Radiological divisions of the mediastinum

 Line diagram showing radiological divisions of the mediastinum (Reproduced with permission)

The first line is drawn from the diaphragm upward along the posterior border of heart and anterior border of the trachea into the neck. A second line is drawn connecting a point on each thoracic vertebra, 1 cm behind their anterior border. The anterior mediastinum is in front of the first line, the middle mediastinum is between the two lines and the posterior mediastinum is behind the second line.

  The anterior mediastinum contains thymus, heart with pericardium, great vessels and occasionally, aberrant thyroid. Middle mediastinum contains trachea and oesophagun. Nerve roots and descending thoracic aorta are the main contents of posterior mediastinum. Normal lymph nodes and adipose tissue is seen in all divisions of mediastinum. Conventional PA and lateral views of the chest are the first radiological investigation in any suspected mediastinal abnormality. However, a lesion may not be detected if it is not large enough to cause contour abnormality in the lung-mediastinum intrephase.

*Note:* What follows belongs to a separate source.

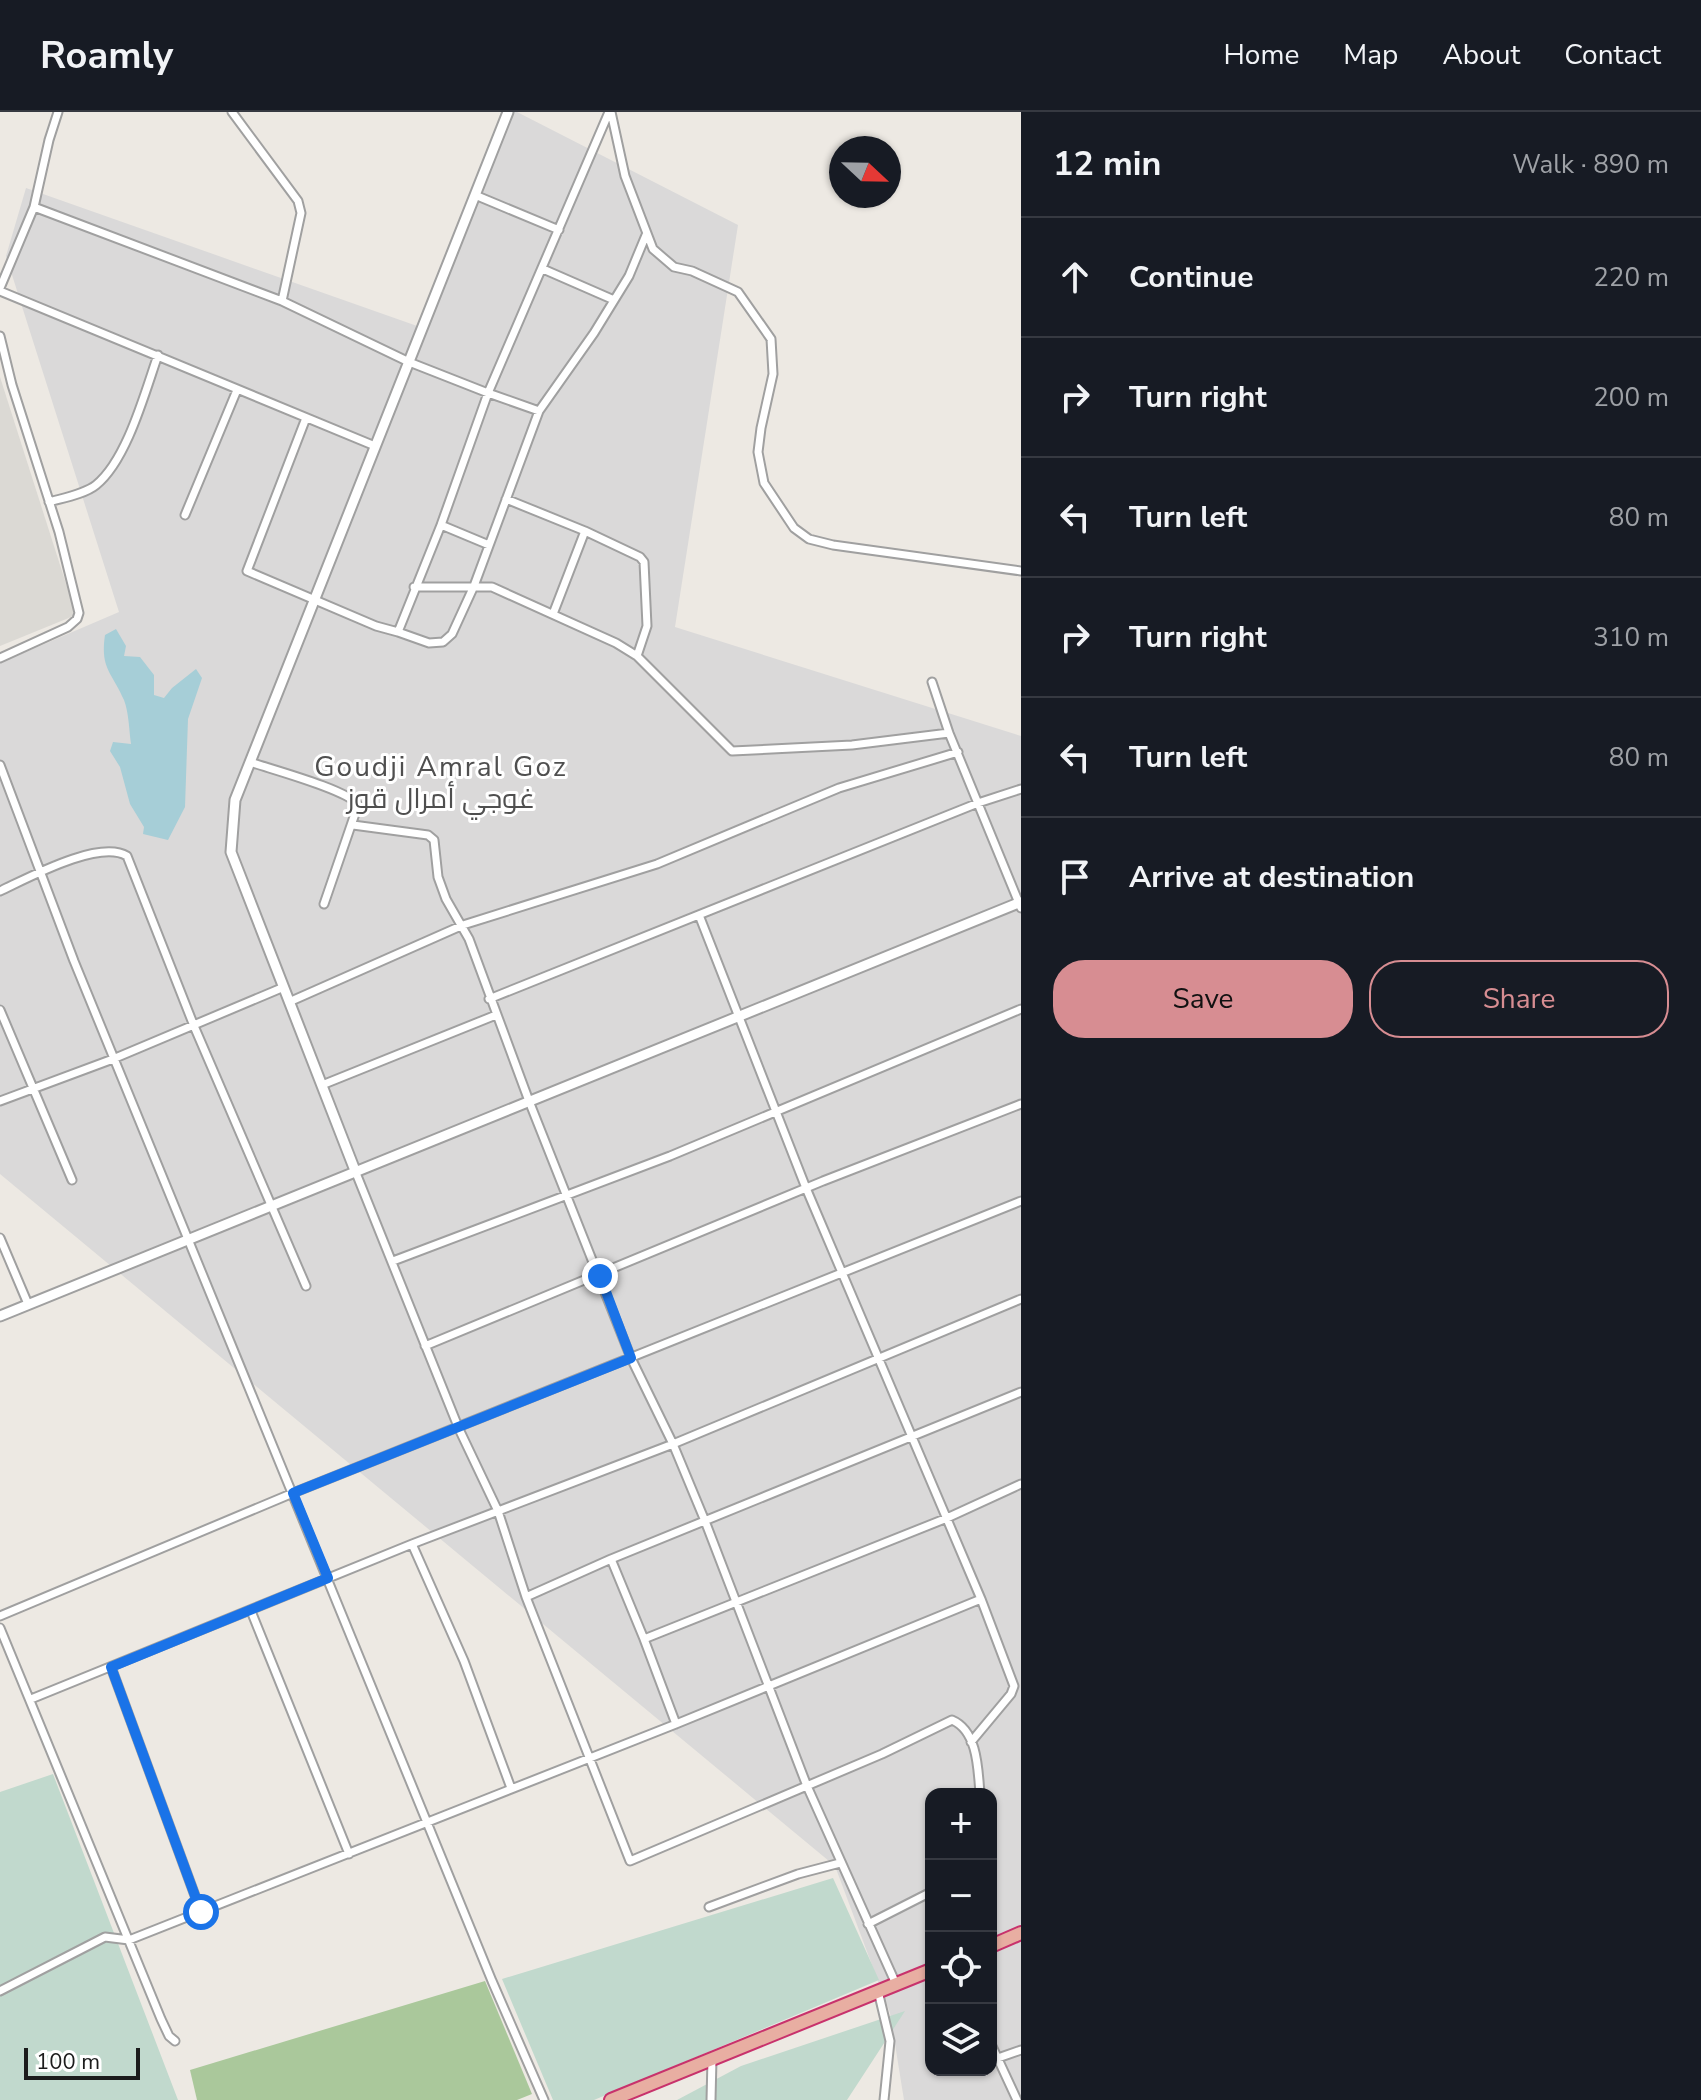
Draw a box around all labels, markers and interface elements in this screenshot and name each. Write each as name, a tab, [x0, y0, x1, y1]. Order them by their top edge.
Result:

     In neonates and young children the normal thymus is seen as a triangular sail shaped structure with well-defined borders, sometimes wavy in outline. Its borders project from one or both sides of the mediastinum.

Mediastinal Lines and Interfaces

     As the two lungs approximate anteriorly, four layers of pleura and anterior mediastinum separate them forming a septum called as anterior junctional line. On PA film this line is oriented from upper right to lower left of the sternum. Similarly, posterior junctional line is produced by the posterior approximation of the lungs behind the oesophagus and anterior to spine. On PA film, the postrior junctional line usually projects through the air columm of trachea. Adjacent to the vertebral bodies runs the para spinal lines. Azygoesophageal recess is formed by contact of right lower lobe with esophagus and azygos vein. The recess is frequently identified on a well-penetrated PA film as an interface that extends from the diaphragm below to the azygos arch above. Typically, it is seen as a continuous arch concave to the right. It may be straight in young adults.²⁸ The paraspinal lines are usually 1 to 2 mm wide on PA film.

Heart

   Normally two thirds of the cardiac shadow lies to the left of the midline and one-third to the right. In normal individuals the transverse diameter of the heart on PA film is usually in the range of 11.5 to 15.5 cm. It is less than 11.5 cm in about 5 percent of people and only rarely exceeds 15.5 cm in heavy, stocky individuals. Assessment of cardiac size by determining cardiothoracic ratio is more usefil. Cardiothoracic ratio of 50 percent is accepted widely as the upper limit of normal, however, it exceeds 50 percent in at last 10 percent of normal individuals.²⁹ The cardiothoracic ratio may be upto 60 percent in neonates.³⁰

Diaphragm

   In most individuals it has a smooth dome shape. The peak or the hoghest point of the dome is medial. Flattening of the dome can be measured on PA view by dropping a perpendicular from mid point of the dome to the line connecting costophrenic and cardiophrenic angles of the same side. The distance is normally greater than 1.5 cm. In approximately 90 percent of normal individuals, the right hemidiaphragm is 1.5 to 2.5 cm higher than the left. In rest, either the domes are at the same level. The discrepancy in the level of the diaphragms is related to the position of the cardiac apex and not to the position of the liver. A  difference greater than 3 cm in the levels of the two hemidiaphragms is significant.

CONCLUSION

   Chest radiography still remains the first investigation in the diagnosis of various chest diseases. Knowledge of normal anatomy has utmost importance in proper diagnosis of disease process on chest X-ray. Conventional radiobraph may have technical limitation in some situations like critically ill patients in ICU; however, recent advances in electronics and computer technology have resulted in development of digital imaging which improves diagnostic quality of chest imaging.